Propensity score-matched comparison of short- and long-term outcomes between surgery and endoscopic submucosal dissection (ESD) for intestinal type early gastric cancer (EGC) of the middle and lower third of the stomach: a European tertiary referral center experience.

Surg Endosc 2021 06 1;35(6):2592-2600. Epub 2020 Jun 1.

Digestive Surgery Unit, Fondazione Policlinico Universitario Agostino Gemelli IRCCS, Largo Agostino Gemelli, 8, 00166, Rome, Italy.
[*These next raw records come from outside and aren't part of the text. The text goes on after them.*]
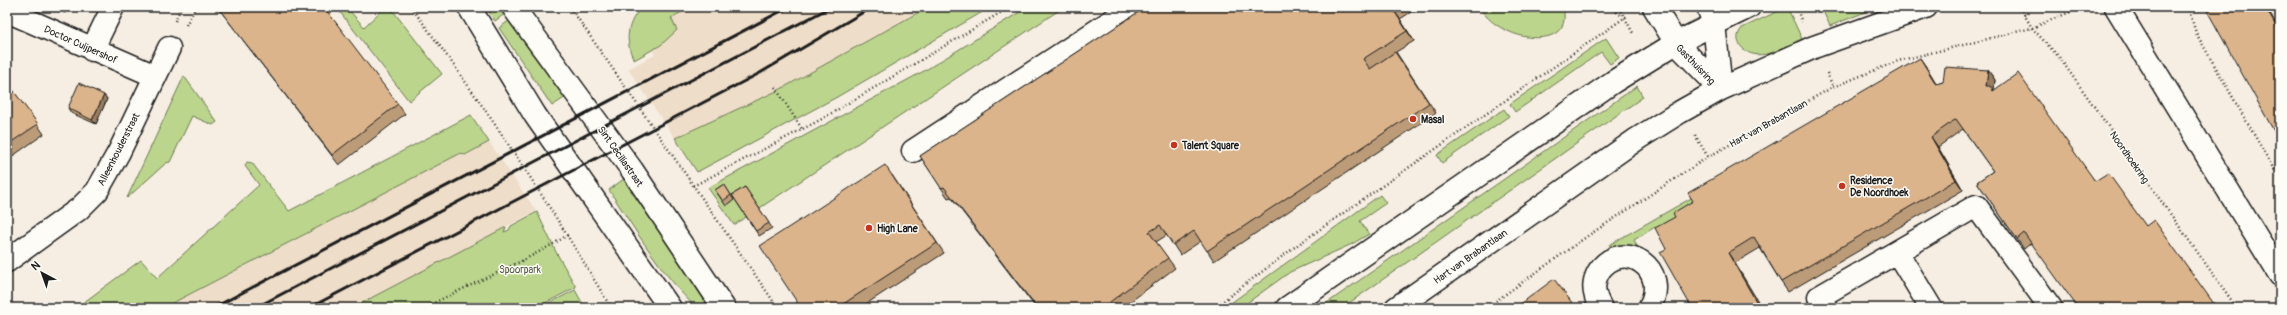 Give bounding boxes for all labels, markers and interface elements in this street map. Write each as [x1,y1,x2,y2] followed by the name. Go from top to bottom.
[42,23,119,66] street label: Doctor Cuijpershof
[1673,42,1718,87] street label: Gasthuisring
[1727,97,1810,150] street label: Hart van Brabantlaan
[95,110,143,188] street label: Alleenhouderstraat
[1408,114,1418,124] marker: Masal
[1421,114,1444,126] place label: Masal
[595,124,646,190] street label: Sint Ceciliastraat
[2107,129,2152,186] street label: Noordhoekring
[1169,140,1179,150] marker: Talent Square
[1181,140,1240,152] place label: Talent Square
[1850,175,1909,199] place label: Residence De Noordhoek
[1837,181,1847,191] marker: Residence De Noordhoek
[864,223,874,233] marker: High Lane
[877,223,919,235] place label: High Lane
[1431,227,1510,287] street label: Hart van Brabantlaan
[22,253,62,293] north arrow
[29,258,43,273] text: N
[499,264,542,276] park label: Spoorpark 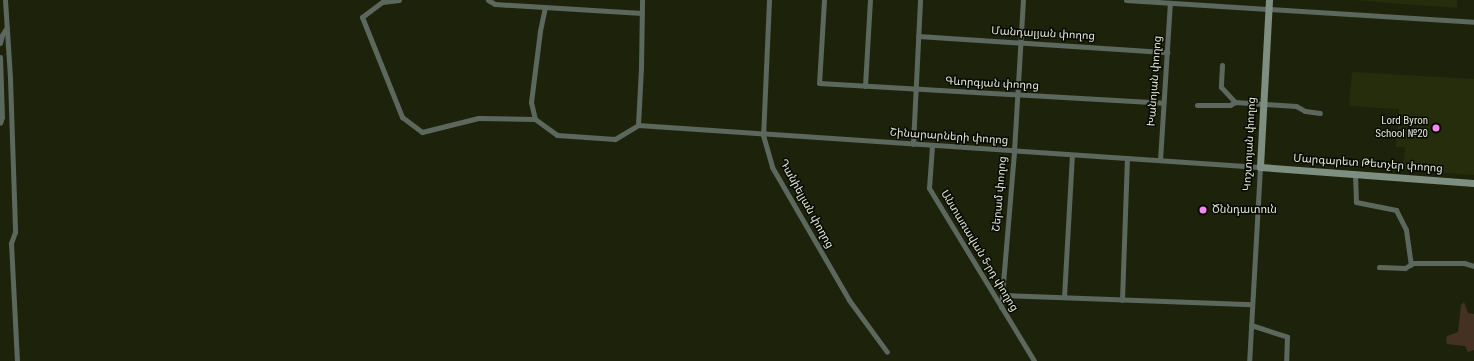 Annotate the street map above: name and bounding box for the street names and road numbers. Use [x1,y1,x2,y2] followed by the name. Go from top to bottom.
[991,25,1095,43] street label: Մանդալյան փողոց
[1145,35,1165,127] street label: Խանոյան փողոց
[945,75,1039,93] street label: Գևորգյան փողոց
[1241,97,1259,191] street label: Կոշտոյան փողոց
[889,126,1009,148] street label: Շինարարների փողոց
[1293,152,1443,176] street label: Մարգարետ Թետչեր փողոց
[990,156,1010,232] street label: Շերամ փողոց
[776,157,836,251] street label: Դանիելյան փողոց
[937,188,1021,314] street label: Անտառավան 5-րդ փողոց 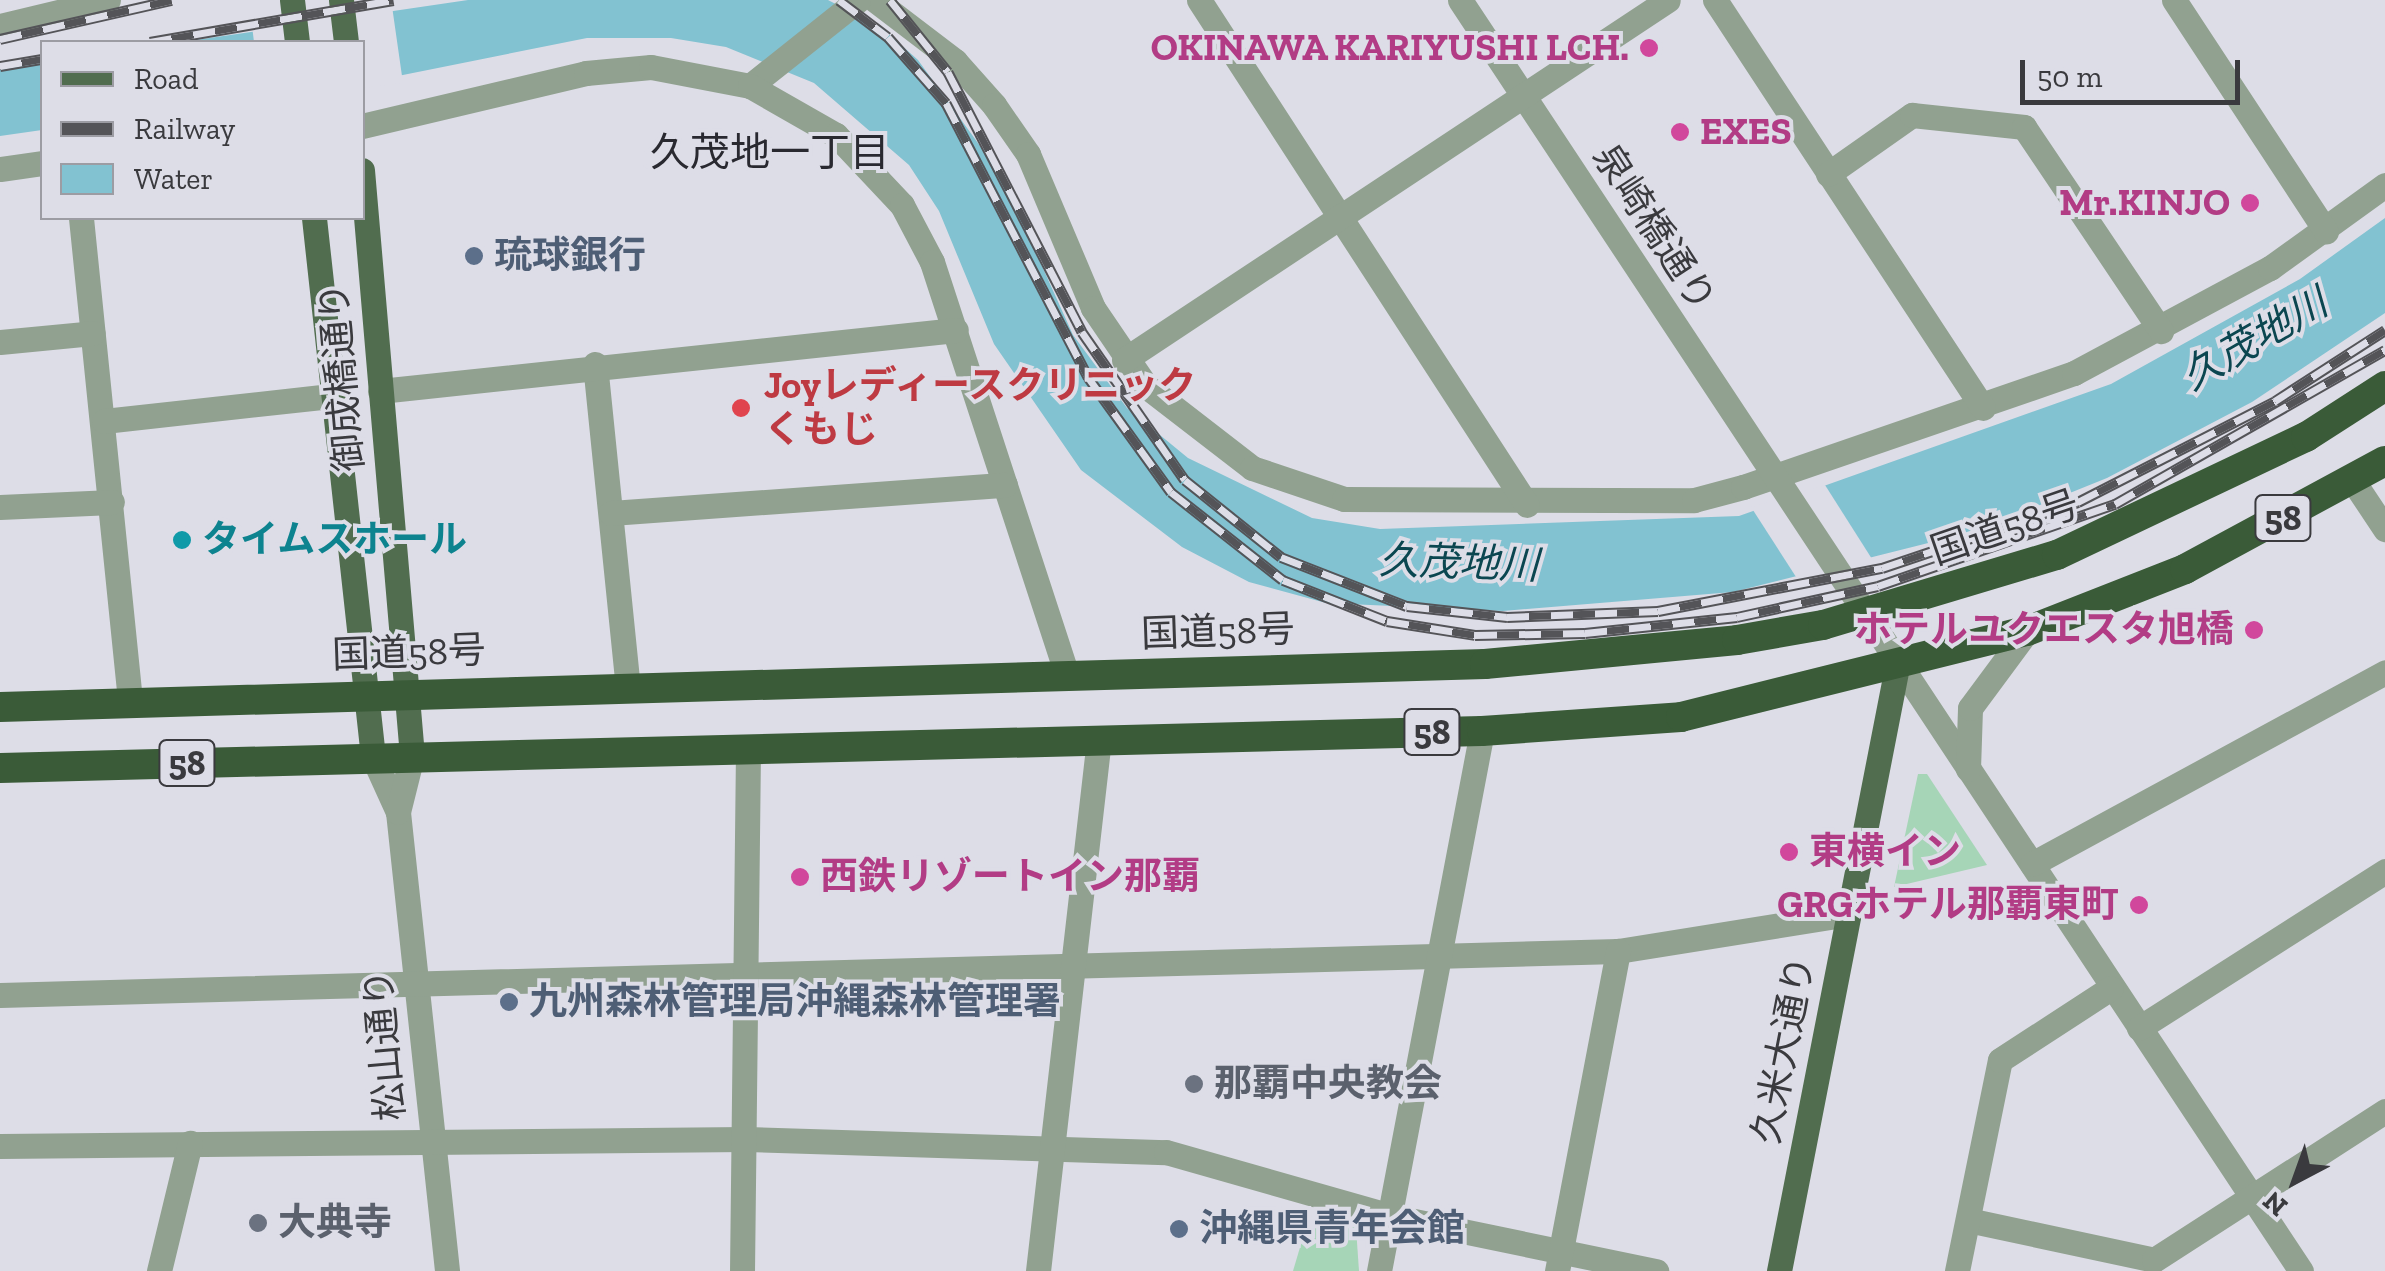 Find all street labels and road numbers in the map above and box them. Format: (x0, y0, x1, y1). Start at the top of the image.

Background: Despite the comparable results between ESD and gastrectomy reported in multiple Asiatic studies, limited data are currently present on the long-term efficacy of ESD for EGC in Western countries. The aim of this study was to compare the short- and long-term outcomes of the endoscopic submucosal dissection and surgery for non-diffuse early gastric cancer treatment in a Western cohort of patients.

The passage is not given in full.